* Problem details *
Write out every line of the data below exactly as given.

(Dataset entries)

========

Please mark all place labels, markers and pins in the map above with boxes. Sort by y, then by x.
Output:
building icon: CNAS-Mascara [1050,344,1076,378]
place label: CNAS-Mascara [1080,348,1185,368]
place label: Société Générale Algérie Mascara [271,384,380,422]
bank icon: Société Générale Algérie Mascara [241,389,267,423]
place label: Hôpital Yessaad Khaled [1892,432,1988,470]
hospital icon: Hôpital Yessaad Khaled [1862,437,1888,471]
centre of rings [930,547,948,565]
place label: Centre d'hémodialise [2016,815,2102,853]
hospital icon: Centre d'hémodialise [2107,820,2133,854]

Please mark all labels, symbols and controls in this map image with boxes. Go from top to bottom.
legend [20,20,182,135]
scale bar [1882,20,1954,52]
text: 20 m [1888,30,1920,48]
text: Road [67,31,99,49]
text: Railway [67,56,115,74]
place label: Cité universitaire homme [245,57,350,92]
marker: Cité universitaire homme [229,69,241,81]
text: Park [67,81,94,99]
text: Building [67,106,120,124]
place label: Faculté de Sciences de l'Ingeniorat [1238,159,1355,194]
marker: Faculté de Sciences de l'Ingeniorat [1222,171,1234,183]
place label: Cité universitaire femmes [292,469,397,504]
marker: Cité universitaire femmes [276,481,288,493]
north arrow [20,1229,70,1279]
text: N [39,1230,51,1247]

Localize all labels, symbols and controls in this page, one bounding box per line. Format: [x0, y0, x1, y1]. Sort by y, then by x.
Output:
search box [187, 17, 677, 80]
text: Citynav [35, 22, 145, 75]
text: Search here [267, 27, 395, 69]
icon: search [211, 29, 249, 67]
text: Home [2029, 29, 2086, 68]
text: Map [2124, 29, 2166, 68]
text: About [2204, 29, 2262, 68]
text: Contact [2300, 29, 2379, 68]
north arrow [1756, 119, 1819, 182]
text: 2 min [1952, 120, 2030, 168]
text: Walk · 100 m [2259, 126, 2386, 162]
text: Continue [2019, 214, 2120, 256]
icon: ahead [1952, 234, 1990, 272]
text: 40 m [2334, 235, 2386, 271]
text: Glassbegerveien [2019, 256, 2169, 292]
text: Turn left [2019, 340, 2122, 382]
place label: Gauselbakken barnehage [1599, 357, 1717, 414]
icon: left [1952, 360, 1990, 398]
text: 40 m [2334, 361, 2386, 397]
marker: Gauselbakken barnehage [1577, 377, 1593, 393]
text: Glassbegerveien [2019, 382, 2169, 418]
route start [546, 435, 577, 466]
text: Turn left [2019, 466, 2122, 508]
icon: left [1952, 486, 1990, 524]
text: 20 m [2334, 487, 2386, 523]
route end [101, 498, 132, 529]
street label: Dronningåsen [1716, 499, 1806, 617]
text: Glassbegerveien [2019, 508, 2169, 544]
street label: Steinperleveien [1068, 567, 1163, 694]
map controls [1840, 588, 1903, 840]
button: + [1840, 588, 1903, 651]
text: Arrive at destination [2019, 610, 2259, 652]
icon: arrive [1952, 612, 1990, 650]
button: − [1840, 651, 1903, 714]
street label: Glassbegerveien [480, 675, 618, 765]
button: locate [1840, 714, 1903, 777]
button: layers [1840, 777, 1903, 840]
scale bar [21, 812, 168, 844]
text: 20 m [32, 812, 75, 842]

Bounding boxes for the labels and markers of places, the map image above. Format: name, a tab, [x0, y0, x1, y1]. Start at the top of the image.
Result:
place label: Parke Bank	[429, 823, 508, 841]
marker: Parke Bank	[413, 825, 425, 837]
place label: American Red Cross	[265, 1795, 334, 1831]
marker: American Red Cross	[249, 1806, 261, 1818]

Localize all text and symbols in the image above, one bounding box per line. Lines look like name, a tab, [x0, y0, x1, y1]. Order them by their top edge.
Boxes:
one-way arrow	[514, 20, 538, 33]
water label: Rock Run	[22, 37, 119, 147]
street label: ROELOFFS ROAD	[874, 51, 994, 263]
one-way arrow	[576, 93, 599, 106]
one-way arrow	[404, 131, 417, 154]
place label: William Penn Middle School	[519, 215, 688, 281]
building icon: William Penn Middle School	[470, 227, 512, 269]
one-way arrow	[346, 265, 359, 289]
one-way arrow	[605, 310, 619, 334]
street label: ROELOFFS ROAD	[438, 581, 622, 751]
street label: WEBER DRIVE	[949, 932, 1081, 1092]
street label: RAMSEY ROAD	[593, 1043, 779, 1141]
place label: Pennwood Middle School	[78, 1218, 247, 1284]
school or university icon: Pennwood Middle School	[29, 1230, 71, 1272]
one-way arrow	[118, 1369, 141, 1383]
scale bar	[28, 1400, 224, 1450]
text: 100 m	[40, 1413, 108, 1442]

========

* Task result *
Please mark all place labels, markers and pins in the map above with boxes. Sort by y, then by x.
Output:
building icon: CNAS-Mascara [1050,344,1076,378]
place label: CNAS-Mascara [1080,348,1185,368]
place label: Société Générale Algérie Mascara [271,384,380,422]
bank icon: Société Générale Algérie Mascara [241,389,267,423]
place label: Hôpital Yessaad Khaled [1892,432,1988,470]
hospital icon: Hôpital Yessaad Khaled [1862,437,1888,471]
centre of rings [930,547,948,565]
place label: Centre d'hémodialise [2016,815,2102,853]
hospital icon: Centre d'hémodialise [2107,820,2133,854]

Please mark all labels, symbols and controls in this map image with boxes. Go from top to bottom.
legend [20,20,182,135]
scale bar [1882,20,1954,52]
text: 20 m [1888,30,1920,48]
text: Road [67,31,99,49]
text: Railway [67,56,115,74]
place label: Cité universitaire homme [245,57,350,92]
marker: Cité universitaire homme [229,69,241,81]
text: Park [67,81,94,99]
text: Building [67,106,120,124]
place label: Faculté de Sciences de l'Ingeniorat [1238,159,1355,194]
marker: Faculté de Sciences de l'Ingeniorat [1222,171,1234,183]
place label: Cité universitaire femmes [292,469,397,504]
marker: Cité universitaire femmes [276,481,288,493]
north arrow [20,1229,70,1279]
text: N [39,1230,51,1247]

Localize all labels, symbols and controls in this page, one bounding box per line. Format: [x0, y0, x1, y1]. Sort by y, then by x.
Output:
search box [187, 17, 677, 80]
text: Citynav [35, 22, 145, 75]
text: Search here [267, 27, 395, 69]
icon: search [211, 29, 249, 67]
text: Home [2029, 29, 2086, 68]
text: Map [2124, 29, 2166, 68]
text: About [2204, 29, 2262, 68]
text: Contact [2300, 29, 2379, 68]
north arrow [1756, 119, 1819, 182]
text: 2 min [1952, 120, 2030, 168]
text: Walk · 100 m [2259, 126, 2386, 162]
text: Continue [2019, 214, 2120, 256]
icon: ahead [1952, 234, 1990, 272]
text: 40 m [2334, 235, 2386, 271]
text: Glassbegerveien [2019, 256, 2169, 292]
text: Turn left [2019, 340, 2122, 382]
place label: Gauselbakken barnehage [1599, 357, 1717, 414]
icon: left [1952, 360, 1990, 398]
text: 40 m [2334, 361, 2386, 397]
marker: Gauselbakken barnehage [1577, 377, 1593, 393]
text: Glassbegerveien [2019, 382, 2169, 418]
route start [546, 435, 577, 466]
text: Turn left [2019, 466, 2122, 508]
icon: left [1952, 486, 1990, 524]
text: 20 m [2334, 487, 2386, 523]
route end [101, 498, 132, 529]
street label: Dronningåsen [1716, 499, 1806, 617]
text: Glassbegerveien [2019, 508, 2169, 544]
street label: Steinperleveien [1068, 567, 1163, 694]
map controls [1840, 588, 1903, 840]
button: + [1840, 588, 1903, 651]
text: Arrive at destination [2019, 610, 2259, 652]
icon: arrive [1952, 612, 1990, 650]
button: − [1840, 651, 1903, 714]
street label: Glassbegerveien [480, 675, 618, 765]
button: locate [1840, 714, 1903, 777]
button: layers [1840, 777, 1903, 840]
scale bar [21, 812, 168, 844]
text: 20 m [32, 812, 75, 842]

Bounding boxes for the labels and markers of places, the map image above. Format: name, a tab, [x0, y0, x1, y1]. Start at the top of the image.
Result:
place label: Parke Bank	[429, 823, 508, 841]
marker: Parke Bank	[413, 825, 425, 837]
place label: American Red Cross	[265, 1795, 334, 1831]
marker: American Red Cross	[249, 1806, 261, 1818]

Localize all text and symbols in the image above, one bounding box per line. Lines look like name, a tab, [x0, y0, x1, y1]. Order them by their top edge.
Boxes:
one-way arrow	[514, 20, 538, 33]
water label: Rock Run	[22, 37, 119, 147]
street label: ROELOFFS ROAD	[874, 51, 994, 263]
one-way arrow	[576, 93, 599, 106]
one-way arrow	[404, 131, 417, 154]
place label: William Penn Middle School	[519, 215, 688, 281]
building icon: William Penn Middle School	[470, 227, 512, 269]
one-way arrow	[346, 265, 359, 289]
one-way arrow	[605, 310, 619, 334]
street label: ROELOFFS ROAD	[438, 581, 622, 751]
street label: WEBER DRIVE	[949, 932, 1081, 1092]
street label: RAMSEY ROAD	[593, 1043, 779, 1141]
place label: Pennwood Middle School	[78, 1218, 247, 1284]
school or university icon: Pennwood Middle School	[29, 1230, 71, 1272]
one-way arrow	[118, 1369, 141, 1383]
scale bar	[28, 1400, 224, 1450]
text: 100 m	[40, 1413, 108, 1442]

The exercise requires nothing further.